Jesus held out hope for us. He held out hope that folks could change and that they could develop a conscience on behalf of justice and compassion. Apparently, he did have followers, wealthy and poor, who were inspired by his vision. Think of Zacchaeus the toll collector. Regardless of whether or not that story is historical, it does tell a memory of Jesus being able to transform the most hardened exploiter into a generous and compassionate man.

It is likely that Jesus was an itinerant without a home and in exchange for his wisdom and perhaps a healing or two, he would get a meal. The meal might have been kosher, maybe not. As Robert Funk writes,
“He seems willing enough to take a handout wherever he can get it.” P. 40.
He was grateful for every meal and for the company he shared when he ate and drank. Perhaps he felt that celebration was the way to transform hearts.

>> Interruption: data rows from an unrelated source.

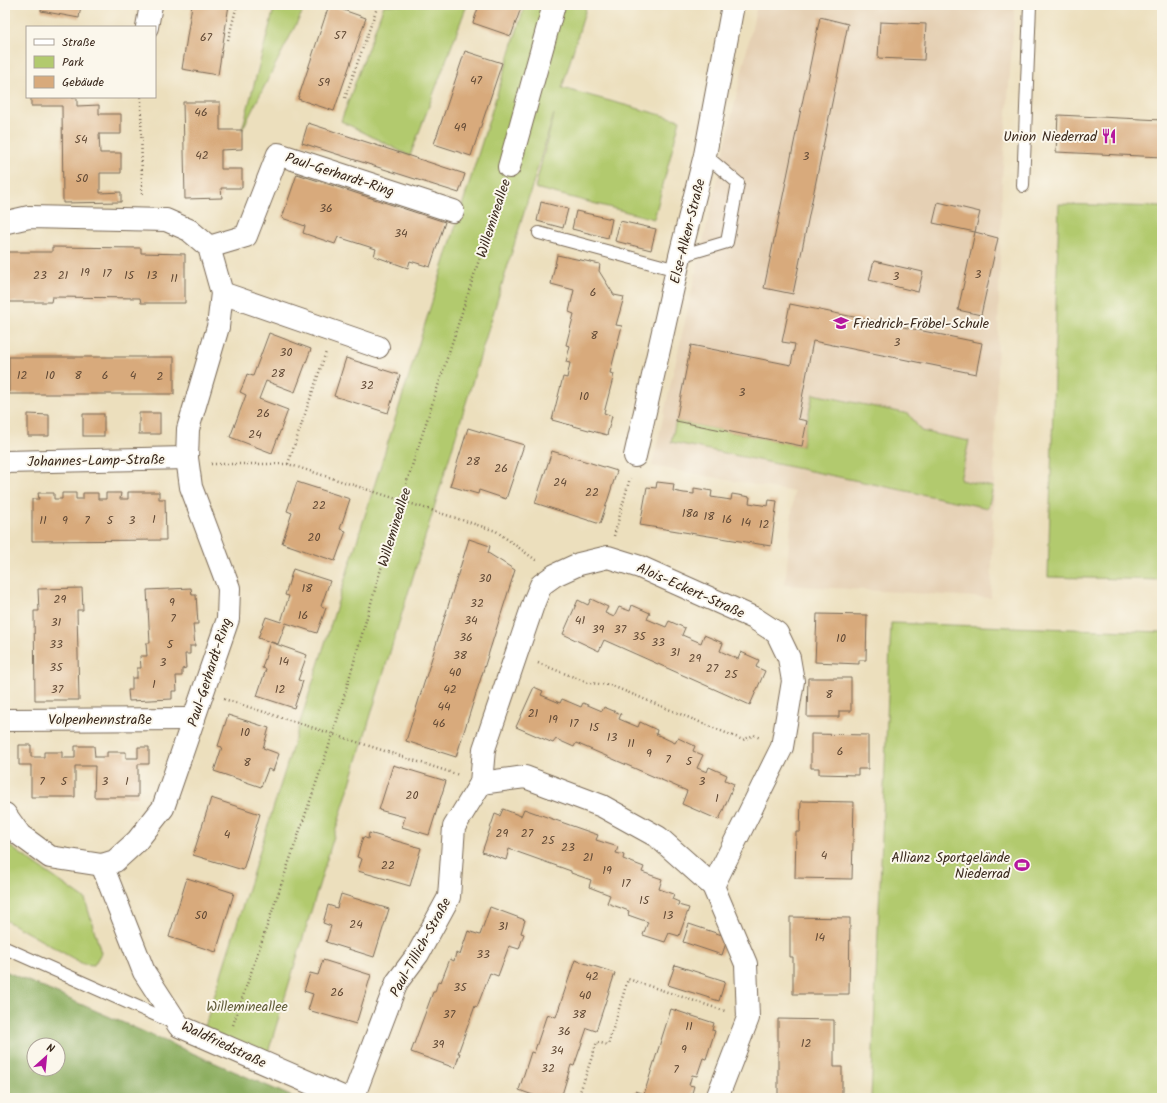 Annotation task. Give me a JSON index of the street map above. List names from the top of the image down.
{
  "streets": {
    "street": [
      "Paul-Gerhardt-Ring",
      "Willemineallee",
      "Else-Alken-Straße",
      "Johannes-Lamp-Straße",
      "Alois-Eckert-Straße",
      "Volpenhennstraße",
      "Paul-Tillich-Straße",
      "Waldfriedstraße"
    ]
  },
  "crossings": [
    ["Paul-Gerhardt-Ring", "Johannes-Lamp-Straße"],
    ["Paul-Gerhardt-Ring", "Volpenhennstraße"],
    ["Paul-Gerhardt-Ring", "Waldfriedstraße"],
    ["Willemineallee", "Waldfriedstraße"]
  ],
  "parks": ["Willemineallee"],
  "places": {
    "restaurant": ["Union Niederrad"],
    "school or university": ["Friedrich-Fröbel-Schule"],
    "sports": ["Allianz Sportgelände Niederrad"]
  },
  "house_numbers": [
    "57",
    "67",
    "47",
    "59",
    "46",
    "49",
    "54",
    "42",
    "3",
    "50",
    "36",
    "34",
    "19",
    "17",
    "3",
    "23",
    "21",
    "15",
    "13",
    "3",
    "11",
    "6",
    "8",
    "3",
    "30",
    "28",
    "12",
    "10",
    "8",
    "6",
    "4",
    "2",
    "32",
    "3",
    "10",
    "26",
    "24",
    "28",
    "26",
    "24",
    "22",
    "22",
    "18a",
    "18",
    "1",
    "16",
    "11",
    "9",
    "7",
    "5",
    "3",
    "14",
    "12",
    "20",
    "30",
    "18",
    "29",
    "9",
    "32",
    "16",
    "7",
    "34",
    "41",
    "31",
    "39",
    "37",
    "35",
    "36",
    "10",
    "33",
    "33",
    "5",
    "31",
    "38",
    "29",
    "14",
    "3",
    "35",
    "27",
    "40",
    "25",
    "1",
    "37",
    "12",
    "42",
    "8",
    "44",
    "21",
    "19",
    "46",
    "17",
    "15",
    "10",
    "13",
    "11",
    "6",
    "9",
    "7",
    "5",
    "8",
    "7",
    "5",
    "3",
    "1",
    "3",
    "20",
    "1",
    "29",
    "27",
    "4",
    "25",
    "23",
    "4",
    "21",
    "22",
    "19",
    "17",
    "15",
    "50",
    "13",
    "24",
    "31",
    "14",
    "33",
    "42",
    "35",
    "26",
    "40",
    "37",
    "38",
    "11",
    "36",
    "12",
    "39",
    "9",
    "34",
    "32",
    "7"
  ],
  "legend": ["Straße", "Park", "Gebäude"],
  "north": "top right"
} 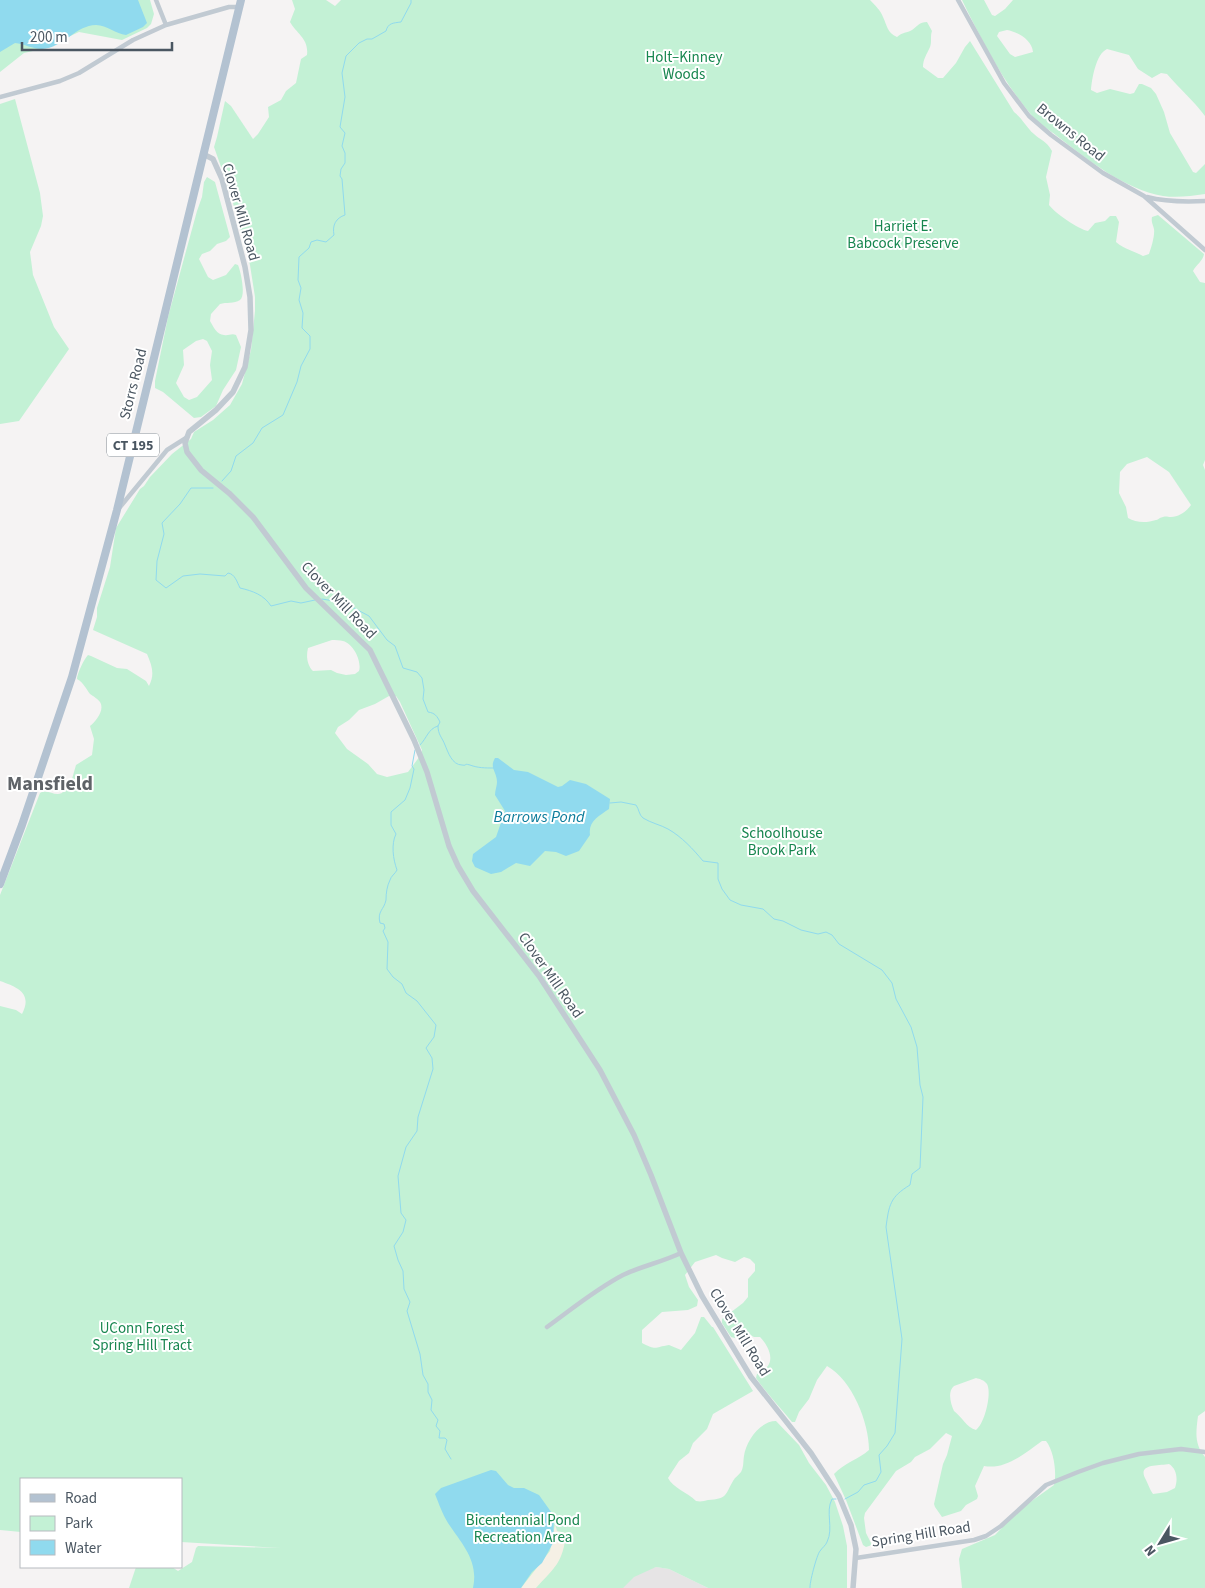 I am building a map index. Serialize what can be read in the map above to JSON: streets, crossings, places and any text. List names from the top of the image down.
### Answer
{
  "streets": {
    "main road": ["Storrs Road", "CT 195"],
    "street": ["Browns Road", "Clover Mill Road", "Spring Hill Road"]
  },
  "crossings": [
    ["Clover Mill Road", "Storrs Road"],
    ["Clover Mill Road", "Spring Hill Road"]
  ],
  "districts": ["Mansfield"],
  "water": ["Barrows Pond"],
  "parks": [
    "Holt–Kinney Woods",
    "Harriet E. Babcock Preserve",
    "Schoolhouse Brook Park",
    "UConn Forest Spring Hill Tract",
    "Bicentennial Pond Recreation Area"
  ],
  "legend": ["Road", "Park", "Water"],
  "scale_bar": "200 m",
  "north": "bottom left"
}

I titled the sermon, “Stop Calling People Sinners” and I think we should. The Church has caused a lot of pain by putting people into categories by deciding who is righteous and who isn’t. If Crossley is right, “sinner” probably applies more to me than anyone else.

In actuality, we are all human beings. We get one ride on this celestial ball. How will we ride it?

We could do a lot worse than Jesus who spent his time having meals, healing, making connections, and telling stories about something he called the kingdom of God, where no one is an outsider.

Amen.

4 comments:

  1. John I agree. If I start by recognizing that I am a sinner then I have a completely different perspective on the issue. Paul called himself the chief of all sinners. Only after we recognize our sin can we see others as sinners - like us. And isn't that the core of the Church's theology down through the ages? Too bad we haven't practiced what we preached.

    ReplyDelete
  2. Hi John

    I just wanted to thank you, for this sermon and all that you share here. I love the grace and humour that you bring to all of your writing and sharing and challenging, and find your sermons an invaluable aide to my journey as a stumbling disciple across the pond in the UK.

    Peace

    Drew

    ReplyDelete
  3. @Bob Right! Thanks!

    @Drew Thank you for reading and for taking time for commenting. And for the very nice words, of course! I guess we stumble on both sides of the pond!

    ReplyDelete
  4. Or as the old saw goes: "The ranking of sins is the rankest of sins."